• Your instructions
Output every line of the listing, exactly and completely.

• Extracted entries
BEGIN

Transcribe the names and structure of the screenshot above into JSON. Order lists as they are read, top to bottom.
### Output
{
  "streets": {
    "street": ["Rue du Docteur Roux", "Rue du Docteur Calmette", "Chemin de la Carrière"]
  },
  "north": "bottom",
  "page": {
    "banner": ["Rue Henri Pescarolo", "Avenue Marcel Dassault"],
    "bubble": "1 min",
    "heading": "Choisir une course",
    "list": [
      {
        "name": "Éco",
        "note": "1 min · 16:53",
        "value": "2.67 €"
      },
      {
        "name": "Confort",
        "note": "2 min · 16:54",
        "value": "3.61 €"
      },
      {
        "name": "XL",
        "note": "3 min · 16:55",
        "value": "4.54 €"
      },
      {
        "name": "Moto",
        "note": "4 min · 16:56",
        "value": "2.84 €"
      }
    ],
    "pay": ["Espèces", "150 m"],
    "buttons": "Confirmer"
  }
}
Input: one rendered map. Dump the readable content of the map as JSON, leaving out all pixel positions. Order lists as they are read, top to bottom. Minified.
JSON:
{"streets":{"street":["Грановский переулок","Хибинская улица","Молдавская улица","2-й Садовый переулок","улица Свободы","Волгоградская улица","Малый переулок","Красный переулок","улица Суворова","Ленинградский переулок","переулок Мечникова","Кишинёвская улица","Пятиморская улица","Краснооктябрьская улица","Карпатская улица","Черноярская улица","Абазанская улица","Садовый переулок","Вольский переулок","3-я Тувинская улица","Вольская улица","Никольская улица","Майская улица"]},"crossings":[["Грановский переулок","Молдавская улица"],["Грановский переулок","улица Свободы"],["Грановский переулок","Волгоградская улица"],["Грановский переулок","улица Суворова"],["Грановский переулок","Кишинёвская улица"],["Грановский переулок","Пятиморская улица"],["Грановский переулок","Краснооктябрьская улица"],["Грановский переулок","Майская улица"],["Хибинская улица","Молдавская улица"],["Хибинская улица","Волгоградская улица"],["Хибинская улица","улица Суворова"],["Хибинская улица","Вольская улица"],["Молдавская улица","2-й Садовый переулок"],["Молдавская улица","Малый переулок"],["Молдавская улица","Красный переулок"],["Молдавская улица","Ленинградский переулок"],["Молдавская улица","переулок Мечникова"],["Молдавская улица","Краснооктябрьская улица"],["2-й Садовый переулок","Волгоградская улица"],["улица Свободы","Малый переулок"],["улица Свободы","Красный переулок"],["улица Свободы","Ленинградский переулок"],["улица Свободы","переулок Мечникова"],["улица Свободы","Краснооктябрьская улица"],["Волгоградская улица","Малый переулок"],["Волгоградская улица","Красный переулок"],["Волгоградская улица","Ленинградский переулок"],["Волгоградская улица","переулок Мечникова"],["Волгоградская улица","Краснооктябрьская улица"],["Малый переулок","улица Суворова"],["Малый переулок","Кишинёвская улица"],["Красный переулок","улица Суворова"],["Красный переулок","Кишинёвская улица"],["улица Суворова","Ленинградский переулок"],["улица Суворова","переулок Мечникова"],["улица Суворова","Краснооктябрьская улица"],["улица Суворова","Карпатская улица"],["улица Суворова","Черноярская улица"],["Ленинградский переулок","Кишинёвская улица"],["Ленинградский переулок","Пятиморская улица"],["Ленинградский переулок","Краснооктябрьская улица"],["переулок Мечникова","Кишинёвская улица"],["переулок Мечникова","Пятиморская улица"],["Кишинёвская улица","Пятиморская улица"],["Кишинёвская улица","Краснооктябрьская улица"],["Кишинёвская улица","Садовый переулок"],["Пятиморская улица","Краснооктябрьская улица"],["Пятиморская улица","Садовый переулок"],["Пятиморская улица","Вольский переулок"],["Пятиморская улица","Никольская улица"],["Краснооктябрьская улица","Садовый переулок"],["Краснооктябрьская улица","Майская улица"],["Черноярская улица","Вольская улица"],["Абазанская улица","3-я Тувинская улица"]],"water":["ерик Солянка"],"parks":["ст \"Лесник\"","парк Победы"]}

END

• Exercise solution
Transcribe the names and structure of the screenshot above into JSON. Order lists as they are read, top to bottom.
### Output
{
  "streets": {
    "street": ["Rue du Docteur Roux", "Rue du Docteur Calmette", "Chemin de la Carrière"]
  },
  "north": "bottom",
  "page": {
    "banner": ["Rue Henri Pescarolo", "Avenue Marcel Dassault"],
    "bubble": "1 min",
    "heading": "Choisir une course",
    "list": [
      {
        "name": "Éco",
        "note": "1 min · 16:53",
        "value": "2.67 €"
      },
      {
        "name": "Confort",
        "note": "2 min · 16:54",
        "value": "3.61 €"
      },
      {
        "name": "XL",
        "note": "3 min · 16:55",
        "value": "4.54 €"
      },
      {
        "name": "Moto",
        "note": "4 min · 16:56",
        "value": "2.84 €"
      }
    ],
    "pay": ["Espèces", "150 m"],
    "buttons": "Confirmer"
  }
}
Input: one rendered map. Dump the readable content of the map as JSON, leaving out all pixel positions. Order lists as they are read, top to bottom. Minified.
JSON:
{"streets":{"street":["Грановский переулок","Хибинская улица","Молдавская улица","2-й Садовый переулок","улица Свободы","Волгоградская улица","Малый переулок","Красный переулок","улица Суворова","Ленинградский переулок","переулок Мечникова","Кишинёвская улица","Пятиморская улица","Краснооктябрьская улица","Карпатская улица","Черноярская улица","Абазанская улица","Садовый переулок","Вольский переулок","3-я Тувинская улица","Вольская улица","Никольская улица","Майская улица"]},"crossings":[["Грановский переулок","Молдавская улица"],["Грановский переулок","улица Свободы"],["Грановский переулок","Волгоградская улица"],["Грановский переулок","улица Суворова"],["Грановский переулок","Кишинёвская улица"],["Грановский переулок","Пятиморская улица"],["Грановский переулок","Краснооктябрьская улица"],["Грановский переулок","Майская улица"],["Хибинская улица","Молдавская улица"],["Хибинская улица","Волгоградская улица"],["Хибинская улица","улица Суворова"],["Хибинская улица","Вольская улица"],["Молдавская улица","2-й Садовый переулок"],["Молдавская улица","Малый переулок"],["Молдавская улица","Красный переулок"],["Молдавская улица","Ленинградский переулок"],["Молдавская улица","переулок Мечникова"],["Молдавская улица","Краснооктябрьская улица"],["2-й Садовый переулок","Волгоградская улица"],["улица Свободы","Малый переулок"],["улица Свободы","Красный переулок"],["улица Свободы","Ленинградский переулок"],["улица Свободы","переулок Мечникова"],["улица Свободы","Краснооктябрьская улица"],["Волгоградская улица","Малый переулок"],["Волгоградская улица","Красный переулок"],["Волгоградская улица","Ленинградский переулок"],["Волгоградская улица","переулок Мечникова"],["Волгоградская улица","Краснооктябрьская улица"],["Малый переулок","улица Суворова"],["Малый переулок","Кишинёвская улица"],["Красный переулок","улица Суворова"],["Красный переулок","Кишинёвская улица"],["улица Суворова","Ленинградский переулок"],["улица Суворова","переулок Мечникова"],["улица Суворова","Краснооктябрьская улица"],["улица Суворова","Карпатская улица"],["улица Суворова","Черноярская улица"],["Ленинградский переулок","Кишинёвская улица"],["Ленинградский переулок","Пятиморская улица"],["Ленинградский переулок","Краснооктябрьская улица"],["переулок Мечникова","Кишинёвская улица"],["переулок Мечникова","Пятиморская улица"],["Кишинёвская улица","Пятиморская улица"],["Кишинёвская улица","Краснооктябрьская улица"],["Кишинёвская улица","Садовый переулок"],["Пятиморская улица","Краснооктябрьская улица"],["Пятиморская улица","Садовый переулок"],["Пятиморская улица","Вольский переулок"],["Пятиморская улица","Никольская улица"],["Краснооктябрьская улица","Садовый переулок"],["Краснооктябрьская улица","Майская улица"],["Черноярская улица","Вольская улица"],["Абазанская улица","3-я Тувинская улица"]],"water":["ерик Солянка"],"parks":["ст \"Лесник\"","парк Победы"]}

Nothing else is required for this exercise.